Exercise instructions - Your answer should consist of every line from the records that holds the string "lines".

Given data -
┄┄┄┄┄┄┄┄┄┄┄┄┄┄┄┄┄┄┄┄

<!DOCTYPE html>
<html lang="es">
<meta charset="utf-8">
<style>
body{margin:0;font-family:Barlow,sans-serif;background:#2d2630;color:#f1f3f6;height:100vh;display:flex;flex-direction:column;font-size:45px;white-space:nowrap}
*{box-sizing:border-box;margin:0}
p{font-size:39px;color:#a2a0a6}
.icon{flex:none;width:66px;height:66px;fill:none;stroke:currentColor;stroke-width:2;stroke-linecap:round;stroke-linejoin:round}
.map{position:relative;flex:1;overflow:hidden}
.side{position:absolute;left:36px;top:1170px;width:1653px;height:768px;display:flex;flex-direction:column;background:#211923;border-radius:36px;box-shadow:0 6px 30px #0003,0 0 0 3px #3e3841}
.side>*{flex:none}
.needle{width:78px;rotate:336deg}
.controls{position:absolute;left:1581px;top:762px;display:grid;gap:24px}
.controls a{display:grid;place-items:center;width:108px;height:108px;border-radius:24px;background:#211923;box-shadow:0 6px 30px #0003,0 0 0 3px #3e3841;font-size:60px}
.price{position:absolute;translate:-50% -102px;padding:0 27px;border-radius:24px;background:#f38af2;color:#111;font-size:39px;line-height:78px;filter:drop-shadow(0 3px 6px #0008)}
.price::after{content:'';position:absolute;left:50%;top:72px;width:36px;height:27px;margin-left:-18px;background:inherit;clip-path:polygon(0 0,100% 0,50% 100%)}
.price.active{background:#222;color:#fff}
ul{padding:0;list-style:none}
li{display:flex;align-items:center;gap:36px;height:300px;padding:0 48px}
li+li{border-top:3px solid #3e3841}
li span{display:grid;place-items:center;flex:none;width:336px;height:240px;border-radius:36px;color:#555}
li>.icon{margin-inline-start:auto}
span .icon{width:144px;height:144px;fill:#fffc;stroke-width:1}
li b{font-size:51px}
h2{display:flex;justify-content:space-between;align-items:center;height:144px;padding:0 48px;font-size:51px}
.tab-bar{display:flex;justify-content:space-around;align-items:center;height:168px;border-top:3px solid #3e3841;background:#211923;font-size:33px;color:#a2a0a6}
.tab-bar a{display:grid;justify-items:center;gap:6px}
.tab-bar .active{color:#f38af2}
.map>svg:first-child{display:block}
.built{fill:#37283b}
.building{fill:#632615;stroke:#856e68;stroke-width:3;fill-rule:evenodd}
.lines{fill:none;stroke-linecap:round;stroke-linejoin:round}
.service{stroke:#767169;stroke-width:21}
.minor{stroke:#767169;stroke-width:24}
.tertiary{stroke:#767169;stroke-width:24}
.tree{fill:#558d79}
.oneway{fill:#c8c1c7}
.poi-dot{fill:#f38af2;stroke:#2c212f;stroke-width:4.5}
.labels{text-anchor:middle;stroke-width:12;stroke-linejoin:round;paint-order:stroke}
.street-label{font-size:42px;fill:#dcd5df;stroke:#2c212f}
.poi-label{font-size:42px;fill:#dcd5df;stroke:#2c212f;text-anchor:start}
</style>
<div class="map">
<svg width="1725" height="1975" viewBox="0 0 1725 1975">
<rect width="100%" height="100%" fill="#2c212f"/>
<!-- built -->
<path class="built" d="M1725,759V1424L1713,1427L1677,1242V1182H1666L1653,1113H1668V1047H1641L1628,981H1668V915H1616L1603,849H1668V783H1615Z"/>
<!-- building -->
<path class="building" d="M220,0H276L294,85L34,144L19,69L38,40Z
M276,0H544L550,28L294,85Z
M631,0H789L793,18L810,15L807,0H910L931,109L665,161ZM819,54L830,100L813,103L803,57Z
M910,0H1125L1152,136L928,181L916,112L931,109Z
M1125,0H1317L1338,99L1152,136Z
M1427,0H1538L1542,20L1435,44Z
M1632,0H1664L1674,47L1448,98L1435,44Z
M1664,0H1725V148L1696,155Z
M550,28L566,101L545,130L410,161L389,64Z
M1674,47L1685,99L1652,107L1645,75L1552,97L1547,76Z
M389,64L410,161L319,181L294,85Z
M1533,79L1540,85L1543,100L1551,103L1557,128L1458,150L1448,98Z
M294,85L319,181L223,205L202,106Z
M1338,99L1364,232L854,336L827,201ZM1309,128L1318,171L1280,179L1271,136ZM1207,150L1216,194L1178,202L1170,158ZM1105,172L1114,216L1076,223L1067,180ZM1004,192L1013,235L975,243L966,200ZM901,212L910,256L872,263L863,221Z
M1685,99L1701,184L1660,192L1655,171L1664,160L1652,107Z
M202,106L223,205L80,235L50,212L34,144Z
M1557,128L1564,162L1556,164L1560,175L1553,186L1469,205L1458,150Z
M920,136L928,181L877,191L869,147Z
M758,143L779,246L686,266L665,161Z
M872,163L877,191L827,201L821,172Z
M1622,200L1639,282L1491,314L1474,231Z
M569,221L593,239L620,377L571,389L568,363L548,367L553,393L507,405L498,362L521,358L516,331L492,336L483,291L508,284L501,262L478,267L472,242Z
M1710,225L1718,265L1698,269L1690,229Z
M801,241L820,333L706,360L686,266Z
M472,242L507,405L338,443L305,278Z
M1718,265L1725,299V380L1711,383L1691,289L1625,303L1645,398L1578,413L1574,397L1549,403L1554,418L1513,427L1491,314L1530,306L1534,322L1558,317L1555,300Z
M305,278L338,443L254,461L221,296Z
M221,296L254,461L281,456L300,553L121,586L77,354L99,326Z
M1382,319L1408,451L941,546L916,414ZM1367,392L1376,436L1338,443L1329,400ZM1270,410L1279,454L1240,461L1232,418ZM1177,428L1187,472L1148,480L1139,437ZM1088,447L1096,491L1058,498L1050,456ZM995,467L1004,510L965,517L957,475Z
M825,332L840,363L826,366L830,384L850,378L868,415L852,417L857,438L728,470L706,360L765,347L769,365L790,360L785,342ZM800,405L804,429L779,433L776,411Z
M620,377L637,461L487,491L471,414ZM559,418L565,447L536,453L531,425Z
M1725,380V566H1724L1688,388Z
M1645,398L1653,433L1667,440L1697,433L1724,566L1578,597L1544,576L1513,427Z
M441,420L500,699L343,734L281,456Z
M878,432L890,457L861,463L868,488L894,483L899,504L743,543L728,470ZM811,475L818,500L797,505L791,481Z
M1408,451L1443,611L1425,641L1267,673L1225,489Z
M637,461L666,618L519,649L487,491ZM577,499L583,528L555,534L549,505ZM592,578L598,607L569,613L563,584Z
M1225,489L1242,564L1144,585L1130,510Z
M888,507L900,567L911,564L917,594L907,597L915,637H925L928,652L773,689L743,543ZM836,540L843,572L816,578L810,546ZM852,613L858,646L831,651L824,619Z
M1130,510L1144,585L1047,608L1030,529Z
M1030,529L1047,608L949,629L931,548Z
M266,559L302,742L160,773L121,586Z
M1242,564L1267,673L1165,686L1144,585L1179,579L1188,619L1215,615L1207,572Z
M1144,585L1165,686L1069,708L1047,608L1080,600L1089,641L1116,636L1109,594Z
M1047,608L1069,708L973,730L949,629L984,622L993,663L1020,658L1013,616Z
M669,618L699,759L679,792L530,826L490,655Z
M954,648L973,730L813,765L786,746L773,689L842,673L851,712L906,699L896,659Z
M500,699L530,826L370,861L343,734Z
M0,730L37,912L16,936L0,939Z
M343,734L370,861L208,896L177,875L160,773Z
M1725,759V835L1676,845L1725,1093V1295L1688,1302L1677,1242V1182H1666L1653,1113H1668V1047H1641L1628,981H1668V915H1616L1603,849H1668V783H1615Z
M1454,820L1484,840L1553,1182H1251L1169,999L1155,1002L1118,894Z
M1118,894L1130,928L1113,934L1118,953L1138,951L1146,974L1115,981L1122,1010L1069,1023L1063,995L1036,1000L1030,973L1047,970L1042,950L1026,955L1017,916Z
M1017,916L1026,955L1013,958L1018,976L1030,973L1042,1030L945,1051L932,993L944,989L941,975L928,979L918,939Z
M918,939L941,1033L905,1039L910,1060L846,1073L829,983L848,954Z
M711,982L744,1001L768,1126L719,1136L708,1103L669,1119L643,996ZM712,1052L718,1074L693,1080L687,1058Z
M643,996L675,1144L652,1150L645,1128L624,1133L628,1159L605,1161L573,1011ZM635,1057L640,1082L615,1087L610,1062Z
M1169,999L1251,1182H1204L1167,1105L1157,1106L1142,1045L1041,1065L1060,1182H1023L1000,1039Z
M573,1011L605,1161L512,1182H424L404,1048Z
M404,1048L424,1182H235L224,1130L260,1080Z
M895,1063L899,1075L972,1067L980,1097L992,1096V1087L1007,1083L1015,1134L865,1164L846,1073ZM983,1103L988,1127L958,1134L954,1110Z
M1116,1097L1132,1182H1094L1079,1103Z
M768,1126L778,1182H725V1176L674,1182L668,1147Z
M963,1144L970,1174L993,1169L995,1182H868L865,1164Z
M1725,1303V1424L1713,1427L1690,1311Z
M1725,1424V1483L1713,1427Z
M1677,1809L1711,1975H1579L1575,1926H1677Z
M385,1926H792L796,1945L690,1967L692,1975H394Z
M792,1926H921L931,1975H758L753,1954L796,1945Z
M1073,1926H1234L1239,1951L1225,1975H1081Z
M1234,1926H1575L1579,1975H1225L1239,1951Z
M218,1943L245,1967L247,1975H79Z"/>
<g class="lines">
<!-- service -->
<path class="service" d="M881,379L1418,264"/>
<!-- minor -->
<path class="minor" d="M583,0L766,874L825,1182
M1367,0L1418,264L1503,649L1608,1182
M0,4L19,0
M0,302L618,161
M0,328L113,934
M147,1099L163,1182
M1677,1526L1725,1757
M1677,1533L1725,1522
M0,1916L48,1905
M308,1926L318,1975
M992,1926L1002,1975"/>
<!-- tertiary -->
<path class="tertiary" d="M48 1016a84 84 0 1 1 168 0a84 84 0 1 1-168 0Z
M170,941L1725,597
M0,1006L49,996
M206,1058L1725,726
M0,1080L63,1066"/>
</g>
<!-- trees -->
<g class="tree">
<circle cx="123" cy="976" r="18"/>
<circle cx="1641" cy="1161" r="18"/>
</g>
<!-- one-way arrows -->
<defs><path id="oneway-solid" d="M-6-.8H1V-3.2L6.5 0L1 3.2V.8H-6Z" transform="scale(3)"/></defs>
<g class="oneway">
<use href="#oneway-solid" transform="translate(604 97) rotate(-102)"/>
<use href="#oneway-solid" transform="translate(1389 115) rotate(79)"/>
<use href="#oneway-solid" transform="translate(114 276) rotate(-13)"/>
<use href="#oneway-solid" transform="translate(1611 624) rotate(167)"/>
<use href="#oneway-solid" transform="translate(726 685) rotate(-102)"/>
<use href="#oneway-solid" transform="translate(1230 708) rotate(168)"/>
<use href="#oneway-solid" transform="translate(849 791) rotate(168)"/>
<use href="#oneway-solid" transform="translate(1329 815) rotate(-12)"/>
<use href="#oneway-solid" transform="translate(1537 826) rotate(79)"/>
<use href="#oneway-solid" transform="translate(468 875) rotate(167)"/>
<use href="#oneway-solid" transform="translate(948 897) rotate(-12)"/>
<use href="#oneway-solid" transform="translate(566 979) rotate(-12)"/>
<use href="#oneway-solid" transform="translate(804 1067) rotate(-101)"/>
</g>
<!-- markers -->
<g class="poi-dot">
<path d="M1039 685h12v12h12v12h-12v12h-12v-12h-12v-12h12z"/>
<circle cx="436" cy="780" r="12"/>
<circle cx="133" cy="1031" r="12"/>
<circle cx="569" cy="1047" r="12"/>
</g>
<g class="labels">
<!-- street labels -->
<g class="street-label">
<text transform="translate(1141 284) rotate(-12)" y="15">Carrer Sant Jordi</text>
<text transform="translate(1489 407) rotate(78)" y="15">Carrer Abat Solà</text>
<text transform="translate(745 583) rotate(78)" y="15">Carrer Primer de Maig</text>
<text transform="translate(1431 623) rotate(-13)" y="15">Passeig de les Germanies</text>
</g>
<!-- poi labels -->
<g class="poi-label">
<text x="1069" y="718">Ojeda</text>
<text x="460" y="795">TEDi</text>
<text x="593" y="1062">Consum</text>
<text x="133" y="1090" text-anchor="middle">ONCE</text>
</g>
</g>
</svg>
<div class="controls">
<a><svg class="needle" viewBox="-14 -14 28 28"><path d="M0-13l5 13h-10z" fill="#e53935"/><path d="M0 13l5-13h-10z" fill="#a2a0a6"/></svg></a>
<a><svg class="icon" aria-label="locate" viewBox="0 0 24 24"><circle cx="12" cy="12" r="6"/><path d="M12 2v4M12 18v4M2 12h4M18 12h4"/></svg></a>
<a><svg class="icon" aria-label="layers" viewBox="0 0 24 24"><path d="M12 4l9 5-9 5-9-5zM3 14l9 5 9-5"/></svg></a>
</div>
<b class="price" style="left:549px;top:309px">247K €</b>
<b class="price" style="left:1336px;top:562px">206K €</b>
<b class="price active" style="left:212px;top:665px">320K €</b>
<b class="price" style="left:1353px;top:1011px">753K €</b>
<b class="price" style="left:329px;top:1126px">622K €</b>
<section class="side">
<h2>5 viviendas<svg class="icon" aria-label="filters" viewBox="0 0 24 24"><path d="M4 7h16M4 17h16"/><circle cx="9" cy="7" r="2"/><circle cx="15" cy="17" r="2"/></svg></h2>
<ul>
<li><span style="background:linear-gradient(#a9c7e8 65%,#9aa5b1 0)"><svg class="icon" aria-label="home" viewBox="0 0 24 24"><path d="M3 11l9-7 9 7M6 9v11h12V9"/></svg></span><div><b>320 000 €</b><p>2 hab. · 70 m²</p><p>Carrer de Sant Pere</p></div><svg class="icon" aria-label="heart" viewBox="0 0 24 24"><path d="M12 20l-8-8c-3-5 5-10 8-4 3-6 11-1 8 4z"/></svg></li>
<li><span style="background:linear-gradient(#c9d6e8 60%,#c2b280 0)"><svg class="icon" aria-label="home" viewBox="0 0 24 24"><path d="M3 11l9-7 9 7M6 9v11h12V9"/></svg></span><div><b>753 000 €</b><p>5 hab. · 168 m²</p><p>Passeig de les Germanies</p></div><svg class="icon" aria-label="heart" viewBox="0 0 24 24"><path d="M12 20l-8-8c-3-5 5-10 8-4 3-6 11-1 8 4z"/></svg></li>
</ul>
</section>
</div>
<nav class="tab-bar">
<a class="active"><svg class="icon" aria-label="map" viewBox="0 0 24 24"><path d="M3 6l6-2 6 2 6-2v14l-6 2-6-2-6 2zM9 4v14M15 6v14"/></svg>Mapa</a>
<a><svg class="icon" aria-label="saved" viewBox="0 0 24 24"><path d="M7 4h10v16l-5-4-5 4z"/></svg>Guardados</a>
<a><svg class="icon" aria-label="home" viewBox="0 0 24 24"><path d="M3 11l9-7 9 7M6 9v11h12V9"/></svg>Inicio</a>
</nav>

┄┄┄┄┄┄┄┄┄┄┄┄┄┄┄┄┄┄┄┄

Problem solution -
.lines{fill:none;stroke-linecap:round;stroke-linejoin:round}
<g class="lines">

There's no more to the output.